Last month, CRH filed a separate motion in state court seeking to dismiss the lawsuit on procedural grounds, arguing that the plaintiffs did not comply with state laws on bringing tort claims against a local governmental entity.
More specifically, CRH argues that the plaintiffs did not file a notice of a tort claim or give the hospital system 90 days as required by law to investigate the claim before they filed the lawsuit. A tort is an act or omission that results in injury or damage that may entitle an affected party to seek damages, often in the form of monetary compensation, according to the Cornell Law School’s Legal Information Institute.
The plaintiffs “did not wait 90 days to initiate a suit — they sued immediately, then amended their complaint 90 days later to formally list their tort theories,” the motion states. No decision had been made on the motion as of Tuesday morning.
CRH officials have declined to comment on the lawsuit, citing the pending litigation.

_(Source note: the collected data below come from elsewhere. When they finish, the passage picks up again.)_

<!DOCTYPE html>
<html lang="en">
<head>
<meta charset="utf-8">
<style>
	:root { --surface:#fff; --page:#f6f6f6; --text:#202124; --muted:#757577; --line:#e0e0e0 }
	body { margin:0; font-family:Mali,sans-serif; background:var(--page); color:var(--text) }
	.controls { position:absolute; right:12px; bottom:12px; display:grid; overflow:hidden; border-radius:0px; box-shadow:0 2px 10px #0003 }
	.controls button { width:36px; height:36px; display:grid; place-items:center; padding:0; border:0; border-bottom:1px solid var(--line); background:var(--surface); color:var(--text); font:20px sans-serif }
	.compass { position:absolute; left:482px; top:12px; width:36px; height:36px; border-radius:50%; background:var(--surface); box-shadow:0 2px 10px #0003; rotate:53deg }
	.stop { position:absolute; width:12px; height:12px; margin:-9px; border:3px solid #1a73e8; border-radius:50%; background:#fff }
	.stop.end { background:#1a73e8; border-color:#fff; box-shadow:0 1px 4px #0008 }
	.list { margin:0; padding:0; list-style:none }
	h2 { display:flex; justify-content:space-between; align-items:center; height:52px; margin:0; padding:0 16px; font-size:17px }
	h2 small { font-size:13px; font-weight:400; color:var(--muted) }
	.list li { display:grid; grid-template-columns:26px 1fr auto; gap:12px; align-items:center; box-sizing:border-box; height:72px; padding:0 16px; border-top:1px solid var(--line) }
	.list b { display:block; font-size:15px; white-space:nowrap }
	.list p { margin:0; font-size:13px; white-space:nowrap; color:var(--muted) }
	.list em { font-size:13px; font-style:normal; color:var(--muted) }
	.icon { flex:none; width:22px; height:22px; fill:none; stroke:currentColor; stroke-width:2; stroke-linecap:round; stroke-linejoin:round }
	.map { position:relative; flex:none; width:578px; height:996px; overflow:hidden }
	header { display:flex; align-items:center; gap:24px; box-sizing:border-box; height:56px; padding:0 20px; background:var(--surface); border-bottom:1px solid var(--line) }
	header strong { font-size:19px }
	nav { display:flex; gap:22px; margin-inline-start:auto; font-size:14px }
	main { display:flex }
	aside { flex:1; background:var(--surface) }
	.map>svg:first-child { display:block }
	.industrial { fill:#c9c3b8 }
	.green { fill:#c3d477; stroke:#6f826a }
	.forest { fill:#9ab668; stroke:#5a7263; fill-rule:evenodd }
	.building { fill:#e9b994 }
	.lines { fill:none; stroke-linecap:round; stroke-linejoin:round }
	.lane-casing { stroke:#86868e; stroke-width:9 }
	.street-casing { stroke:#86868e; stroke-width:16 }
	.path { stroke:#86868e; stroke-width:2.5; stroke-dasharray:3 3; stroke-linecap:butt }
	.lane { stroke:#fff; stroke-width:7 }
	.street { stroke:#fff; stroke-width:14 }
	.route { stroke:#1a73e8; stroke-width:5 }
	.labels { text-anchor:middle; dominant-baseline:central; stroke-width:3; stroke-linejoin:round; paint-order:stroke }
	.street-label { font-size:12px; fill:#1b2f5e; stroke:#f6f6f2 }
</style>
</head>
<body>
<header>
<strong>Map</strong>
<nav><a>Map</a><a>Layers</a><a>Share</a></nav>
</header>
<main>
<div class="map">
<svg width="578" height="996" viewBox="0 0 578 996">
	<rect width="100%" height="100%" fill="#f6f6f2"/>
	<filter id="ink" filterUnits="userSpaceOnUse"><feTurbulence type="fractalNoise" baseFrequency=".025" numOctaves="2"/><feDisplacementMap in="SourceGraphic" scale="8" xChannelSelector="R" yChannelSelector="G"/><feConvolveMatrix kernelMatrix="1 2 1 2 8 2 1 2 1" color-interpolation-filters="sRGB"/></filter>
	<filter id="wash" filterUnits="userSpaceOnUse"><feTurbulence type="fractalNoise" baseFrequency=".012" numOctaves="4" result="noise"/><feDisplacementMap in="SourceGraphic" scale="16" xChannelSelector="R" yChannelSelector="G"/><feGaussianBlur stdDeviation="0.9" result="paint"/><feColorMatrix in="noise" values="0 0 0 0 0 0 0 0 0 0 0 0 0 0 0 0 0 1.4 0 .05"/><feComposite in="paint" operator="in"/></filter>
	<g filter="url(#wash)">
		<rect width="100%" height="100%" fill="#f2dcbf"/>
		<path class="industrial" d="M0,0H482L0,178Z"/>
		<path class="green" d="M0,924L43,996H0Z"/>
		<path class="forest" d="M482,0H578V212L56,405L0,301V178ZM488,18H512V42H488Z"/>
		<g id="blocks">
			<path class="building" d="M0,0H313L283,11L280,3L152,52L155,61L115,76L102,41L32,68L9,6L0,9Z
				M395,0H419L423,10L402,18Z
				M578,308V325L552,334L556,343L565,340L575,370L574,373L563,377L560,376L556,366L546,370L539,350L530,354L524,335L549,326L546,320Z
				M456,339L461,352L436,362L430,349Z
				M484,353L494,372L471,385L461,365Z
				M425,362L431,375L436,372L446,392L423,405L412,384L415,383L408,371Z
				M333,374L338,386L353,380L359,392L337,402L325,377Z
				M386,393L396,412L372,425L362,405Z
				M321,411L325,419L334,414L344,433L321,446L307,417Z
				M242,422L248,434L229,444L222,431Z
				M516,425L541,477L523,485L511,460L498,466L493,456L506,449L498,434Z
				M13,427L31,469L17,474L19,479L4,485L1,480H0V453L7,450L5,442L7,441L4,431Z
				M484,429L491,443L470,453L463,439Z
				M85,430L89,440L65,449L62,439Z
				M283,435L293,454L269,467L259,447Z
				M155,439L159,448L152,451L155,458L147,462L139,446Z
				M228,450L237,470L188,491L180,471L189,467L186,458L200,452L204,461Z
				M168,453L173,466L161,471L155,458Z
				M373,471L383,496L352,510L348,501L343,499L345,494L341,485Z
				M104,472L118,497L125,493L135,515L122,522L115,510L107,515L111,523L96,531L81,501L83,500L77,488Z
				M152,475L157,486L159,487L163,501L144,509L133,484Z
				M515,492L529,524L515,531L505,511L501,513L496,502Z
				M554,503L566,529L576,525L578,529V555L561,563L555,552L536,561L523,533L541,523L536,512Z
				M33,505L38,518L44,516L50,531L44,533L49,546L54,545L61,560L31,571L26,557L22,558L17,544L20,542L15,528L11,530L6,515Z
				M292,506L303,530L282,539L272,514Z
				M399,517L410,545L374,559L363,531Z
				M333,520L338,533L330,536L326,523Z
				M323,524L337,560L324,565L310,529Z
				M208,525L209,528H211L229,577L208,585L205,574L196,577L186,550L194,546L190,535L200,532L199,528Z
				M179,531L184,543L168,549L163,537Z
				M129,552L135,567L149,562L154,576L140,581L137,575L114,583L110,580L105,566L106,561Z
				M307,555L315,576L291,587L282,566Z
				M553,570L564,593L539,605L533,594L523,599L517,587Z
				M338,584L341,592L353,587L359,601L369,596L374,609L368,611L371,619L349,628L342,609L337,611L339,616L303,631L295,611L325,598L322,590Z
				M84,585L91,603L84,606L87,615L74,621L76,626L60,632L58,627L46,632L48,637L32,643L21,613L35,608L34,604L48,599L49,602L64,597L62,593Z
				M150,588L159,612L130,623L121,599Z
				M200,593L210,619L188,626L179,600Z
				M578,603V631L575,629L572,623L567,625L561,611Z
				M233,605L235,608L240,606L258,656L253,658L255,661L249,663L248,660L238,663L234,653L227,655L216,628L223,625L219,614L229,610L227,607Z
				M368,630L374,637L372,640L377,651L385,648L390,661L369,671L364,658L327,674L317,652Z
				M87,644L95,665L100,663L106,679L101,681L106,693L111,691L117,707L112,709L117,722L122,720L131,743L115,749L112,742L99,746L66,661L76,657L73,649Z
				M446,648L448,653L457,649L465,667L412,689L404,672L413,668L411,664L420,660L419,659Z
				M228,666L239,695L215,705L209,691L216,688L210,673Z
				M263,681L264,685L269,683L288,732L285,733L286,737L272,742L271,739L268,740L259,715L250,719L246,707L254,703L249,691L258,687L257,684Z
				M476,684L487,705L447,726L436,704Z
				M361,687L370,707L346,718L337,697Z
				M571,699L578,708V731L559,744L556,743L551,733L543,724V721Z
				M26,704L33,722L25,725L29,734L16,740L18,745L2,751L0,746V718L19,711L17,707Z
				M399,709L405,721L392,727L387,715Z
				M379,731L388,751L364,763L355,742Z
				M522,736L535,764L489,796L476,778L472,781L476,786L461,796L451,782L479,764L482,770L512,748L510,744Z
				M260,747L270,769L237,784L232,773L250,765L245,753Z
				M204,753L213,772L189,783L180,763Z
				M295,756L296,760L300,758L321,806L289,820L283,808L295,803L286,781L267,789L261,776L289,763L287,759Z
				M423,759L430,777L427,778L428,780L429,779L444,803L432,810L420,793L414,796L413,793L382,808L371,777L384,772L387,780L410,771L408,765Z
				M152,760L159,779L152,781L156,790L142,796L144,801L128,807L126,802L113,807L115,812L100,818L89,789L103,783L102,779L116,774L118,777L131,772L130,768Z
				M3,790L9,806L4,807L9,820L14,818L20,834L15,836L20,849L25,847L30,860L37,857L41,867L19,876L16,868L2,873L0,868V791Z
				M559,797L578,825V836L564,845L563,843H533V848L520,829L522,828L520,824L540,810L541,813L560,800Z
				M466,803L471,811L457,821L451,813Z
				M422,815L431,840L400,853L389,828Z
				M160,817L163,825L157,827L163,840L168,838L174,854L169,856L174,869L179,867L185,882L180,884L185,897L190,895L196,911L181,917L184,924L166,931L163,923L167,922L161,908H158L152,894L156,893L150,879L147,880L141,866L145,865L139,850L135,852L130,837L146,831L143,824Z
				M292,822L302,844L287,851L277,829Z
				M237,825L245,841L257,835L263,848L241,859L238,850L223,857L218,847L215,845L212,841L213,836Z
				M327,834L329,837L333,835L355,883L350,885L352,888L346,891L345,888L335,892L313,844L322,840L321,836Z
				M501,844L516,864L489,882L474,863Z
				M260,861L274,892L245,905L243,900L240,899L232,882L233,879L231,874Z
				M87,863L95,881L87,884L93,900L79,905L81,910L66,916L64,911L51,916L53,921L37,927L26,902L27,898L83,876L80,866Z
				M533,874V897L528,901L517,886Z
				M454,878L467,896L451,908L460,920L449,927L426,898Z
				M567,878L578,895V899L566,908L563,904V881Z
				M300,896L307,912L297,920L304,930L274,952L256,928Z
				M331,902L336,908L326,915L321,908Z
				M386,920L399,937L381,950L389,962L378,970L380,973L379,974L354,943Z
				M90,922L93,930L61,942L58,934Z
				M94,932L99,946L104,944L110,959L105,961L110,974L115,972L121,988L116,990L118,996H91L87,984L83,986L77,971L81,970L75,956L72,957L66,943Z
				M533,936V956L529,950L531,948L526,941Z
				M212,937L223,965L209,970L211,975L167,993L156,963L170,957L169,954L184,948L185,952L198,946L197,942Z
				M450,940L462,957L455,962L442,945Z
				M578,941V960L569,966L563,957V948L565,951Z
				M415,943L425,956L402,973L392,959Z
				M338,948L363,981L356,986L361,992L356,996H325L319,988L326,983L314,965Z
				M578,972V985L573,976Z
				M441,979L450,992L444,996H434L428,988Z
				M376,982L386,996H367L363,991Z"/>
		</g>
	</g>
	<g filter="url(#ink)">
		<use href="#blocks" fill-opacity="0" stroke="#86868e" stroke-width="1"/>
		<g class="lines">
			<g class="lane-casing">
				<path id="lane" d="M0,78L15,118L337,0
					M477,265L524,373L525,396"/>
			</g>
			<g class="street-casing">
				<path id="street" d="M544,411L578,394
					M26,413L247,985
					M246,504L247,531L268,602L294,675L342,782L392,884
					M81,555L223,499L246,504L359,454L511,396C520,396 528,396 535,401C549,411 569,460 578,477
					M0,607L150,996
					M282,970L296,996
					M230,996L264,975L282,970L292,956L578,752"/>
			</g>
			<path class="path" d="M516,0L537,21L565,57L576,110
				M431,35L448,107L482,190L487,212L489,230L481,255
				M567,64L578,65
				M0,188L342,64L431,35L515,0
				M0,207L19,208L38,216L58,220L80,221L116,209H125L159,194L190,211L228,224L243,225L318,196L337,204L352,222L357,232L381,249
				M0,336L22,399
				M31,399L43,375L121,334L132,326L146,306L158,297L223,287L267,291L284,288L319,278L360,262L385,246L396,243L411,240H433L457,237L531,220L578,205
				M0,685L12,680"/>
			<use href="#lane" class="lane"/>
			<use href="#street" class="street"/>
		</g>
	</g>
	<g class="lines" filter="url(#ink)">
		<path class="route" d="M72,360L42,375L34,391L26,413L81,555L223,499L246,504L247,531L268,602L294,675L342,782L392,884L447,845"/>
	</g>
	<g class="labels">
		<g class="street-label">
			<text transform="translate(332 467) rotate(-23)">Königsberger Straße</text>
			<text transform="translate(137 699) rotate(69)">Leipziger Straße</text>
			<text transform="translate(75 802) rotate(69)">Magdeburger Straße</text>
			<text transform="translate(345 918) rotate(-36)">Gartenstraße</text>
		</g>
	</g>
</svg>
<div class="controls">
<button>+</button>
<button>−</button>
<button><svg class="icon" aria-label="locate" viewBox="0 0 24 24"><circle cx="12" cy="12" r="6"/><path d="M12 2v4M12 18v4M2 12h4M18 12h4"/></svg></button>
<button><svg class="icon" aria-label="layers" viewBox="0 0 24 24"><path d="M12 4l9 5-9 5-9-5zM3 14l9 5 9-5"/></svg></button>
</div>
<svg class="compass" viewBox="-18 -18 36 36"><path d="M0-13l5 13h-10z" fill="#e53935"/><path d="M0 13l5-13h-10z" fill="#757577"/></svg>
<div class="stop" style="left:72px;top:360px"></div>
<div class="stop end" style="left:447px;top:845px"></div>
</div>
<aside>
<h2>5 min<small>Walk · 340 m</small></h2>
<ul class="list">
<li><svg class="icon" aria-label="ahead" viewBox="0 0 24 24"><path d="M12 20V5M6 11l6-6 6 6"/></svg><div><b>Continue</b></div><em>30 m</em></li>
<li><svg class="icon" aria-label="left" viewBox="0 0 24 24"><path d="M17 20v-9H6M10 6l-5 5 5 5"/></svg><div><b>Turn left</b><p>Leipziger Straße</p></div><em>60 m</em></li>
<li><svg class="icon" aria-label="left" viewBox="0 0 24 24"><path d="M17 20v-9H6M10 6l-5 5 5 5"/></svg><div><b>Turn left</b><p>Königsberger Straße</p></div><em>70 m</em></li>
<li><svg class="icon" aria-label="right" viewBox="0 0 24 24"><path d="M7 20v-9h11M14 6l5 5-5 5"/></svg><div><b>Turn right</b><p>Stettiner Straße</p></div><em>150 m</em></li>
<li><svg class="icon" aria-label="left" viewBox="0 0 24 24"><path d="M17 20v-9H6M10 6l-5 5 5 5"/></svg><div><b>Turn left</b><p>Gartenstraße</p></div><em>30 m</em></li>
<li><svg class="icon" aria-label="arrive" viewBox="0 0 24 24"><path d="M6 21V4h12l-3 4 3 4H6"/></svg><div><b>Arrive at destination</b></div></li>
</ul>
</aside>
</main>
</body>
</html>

“In order to protect the integrity of a pending case, Columbus Regional Health refrains from comment on active litigation matters,” CRH spokeswoman Kelsey DeClue said previously in a statement to The Republic. “However, our organization intends to vigorously defend against these claims.”
The allegations against CRH come as a growing number of hospitals and health systems across the country face lawsuits that allege they disclosed private patient data to tech giants through tracking technology on their website and other online platforms.
The lawsuits largely involve the use of tracking technology called tracking pixels, which are pieces of computer code embedded into a website that can track and record a range of personal data on how a user interacts with the website, including information that users have typed in a form while on the website, according to the Federal Trade Commission’s Office of Technology.
Pixels can be hidden from view, and blocking third-party cookies may not prevent pixels from collecting and sharing information. Businesses commonly use them to track consumer behavior and target them with advertisements based on their online activity.
Many of the lawsuits, including the one filed against CRH, mention the use of the Meta Pixel, a tracking pixel developed by Facebook parent company Meta.
Meta has described the Meta Pixel as “a snippet of JavaScript code that loads a small library of functions” that can track Facebook ad-driven visitor activity on a website and “match website visitors to their respective Facebook user accounts.”
Court filings have alleged that the Meta Pixel can track information about a visitor’s device, including IP address and the pages viewed. It also can be configured to track search terms, button clicks and form submissions.
However, it is unclear how CRH had configured those tools or if it even used them at all. The original complaint and amended complaint do not specify how the plaintiffs concluded that CRH uses the tracking pixels, though the amended complaint provides alleged examples of the tools being used.
The issue of tracking technologies in health care settings came to light in June 2022 after a report by tech publication The Markup found that the Meta Pixel was installed on 33 of Newsweek’s top 100 hospitals in the country, including Johns Hopkins Hospital, UCLA Reagan Medical Center and Duke University Hospital.
The publication said former regulators, health data security experts and privacy advocates reviewed the report’s findings and found the hospitals’ use of the tracking tool may have violated HIPAA.
Since then, lawsuits have been filed against Cedars-Sinai Health System in Los Angeles, Rush University System for Health in Chicago, U of L Health in Louisville, LCMC Health in New Orleans, among several others across the country.
By April 2023, at least 18 hospitals and health systems were facing similar lawsuits, according to Becker’s Health IT.